Push and Pull Motions Using Free Weight Movements Exclusively

free weights

Many beginner and intermediate bodybuilder have found great success with a push/pull training method.  It allows them to train half of their body’s muscles, twice per week.  This results in the training receiving a full-body workout twice each week, and gives them three full days of rest and recovery in which to grow.  This method is popular, especially among bodybuilders who are new to training and prefer to use machines in their training, as opposed to free weights.  Machines (Hammer Strength, Nautilus, and others) can provide a great foundation for teaching range of motion and allowing the bodybuilder to ‘feel’ the particular muscle group being targeted.  However, as one becomes more accustomed to these machines, their training gains begin to subside.  At this time, it’s essential to move to free weights and dumbbells.  This will keep growth constant, and will challenge the muscle groups in new ways.  However, this adjustment from machine to free weights should take place in an organized manner which allows for the most recovery and best use of rest time to continue hitting each muscle group twice weekly and still allow for adequate growth.

Let’s examine a training protocol which incorporates all the training and rest advantages of the push/pull training methodology, using nothing but free weight movements.

Monday – Push Day
Squat (4 sets of 12, 10, 8, 6 repetitions)
Deadlift (4 sets of 12, 10, 8, 6 repetitions)
Bench Press (4 sets of 12, 10, 8, 6 repetitions)

Tuesday – Pull Day
Barbell Military Press (4 sets of 12, 10, 8, 6 repetitions)
Barbell Biceps Curl (4 sets of 15, 12, 10, 8 repetitions)
Skullcrushers for Triceps (4 sets of 12, 10, 8, 6 repetitions)
Standing Barbell Calf Raises (4 sets of 12, 10, 8, 6 repetitions)

Wednesday – Rest.  No cardio scheduled.

Thursday – Same as Monday

Friday – Same as Tuesday

Saturday – Rest.  Cardio can be performed on this day.

Sunday – Rest.  No cardio scheduled.

If you have a tough work week and find that you have much more time on the weekends to train, you can always switch up this routine so that your rest days fall on Monday, Wednesday, and Friday.  Additionally, you can move one of your rest days back a day so that your schedule looks like this.

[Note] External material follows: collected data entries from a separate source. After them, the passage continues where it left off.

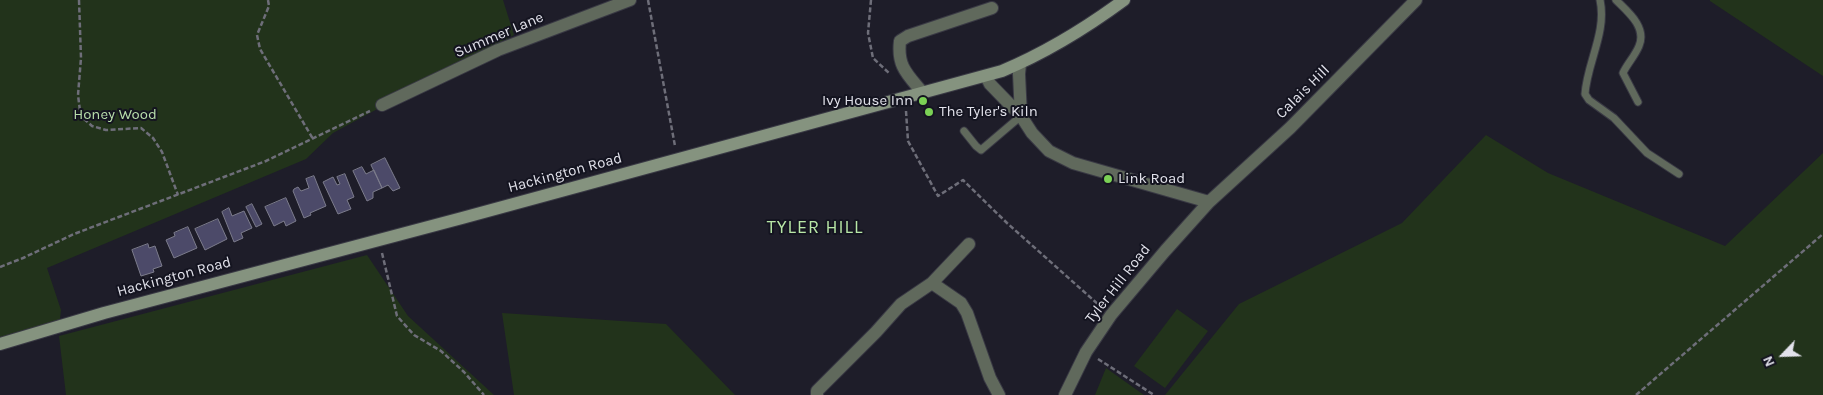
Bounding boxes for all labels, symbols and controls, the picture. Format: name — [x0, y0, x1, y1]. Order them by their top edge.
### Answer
street label: Summer Lane — [452, 8, 546, 62]
street label: Calais Hill — [1272, 61, 1334, 123]
place label: Ivy House Inn — [822, 92, 913, 110]
marker: Ivy House Inn — [917, 95, 929, 107]
place label: The Tyler's Kiln — [939, 103, 1038, 121]
park label: Honey Wood — [73, 106, 157, 124]
marker: The Tyler's Kiln — [923, 106, 935, 118]
street label: Hackington Road — [506, 149, 624, 197]
place label: Link Road — [1118, 170, 1185, 188]
marker: Link Road — [1102, 173, 1114, 185]
district label: TYLER HILL — [765, 217, 865, 239]
street label: Tyler Hill Road — [1082, 241, 1154, 327]
street label: Hackington Road — [115, 253, 233, 301]
north arrow — [1758, 330, 1808, 380]
text: N — [1759, 353, 1779, 369]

Monday – Rest.  No cardio scheduled.

Tuesday – Push

Wednesday – Rest.  Cardio can be performed on this day.

Thursday – Pull

Friday – Rest.  No cardio scheduled.

Saturday – Push

Sunday – Pull

The use of free weights provides many advantages over machine training.  Stabilizer muscles are recruited to assist with balance.  Additionally, the muscles of the targeted groups themselves receive a constant tension that machines sometimes relieve as you reach the top or bottom of the movement.

The push/pull training style is very popular with trainers of all experience levels, especially those with good natural recovery abilities or those who peruse AAS to assist with quicker recovery.  Use these compound movements according to the days prescribed, and be sure to spend every minute you can healing, recovering, and growing on your rest day!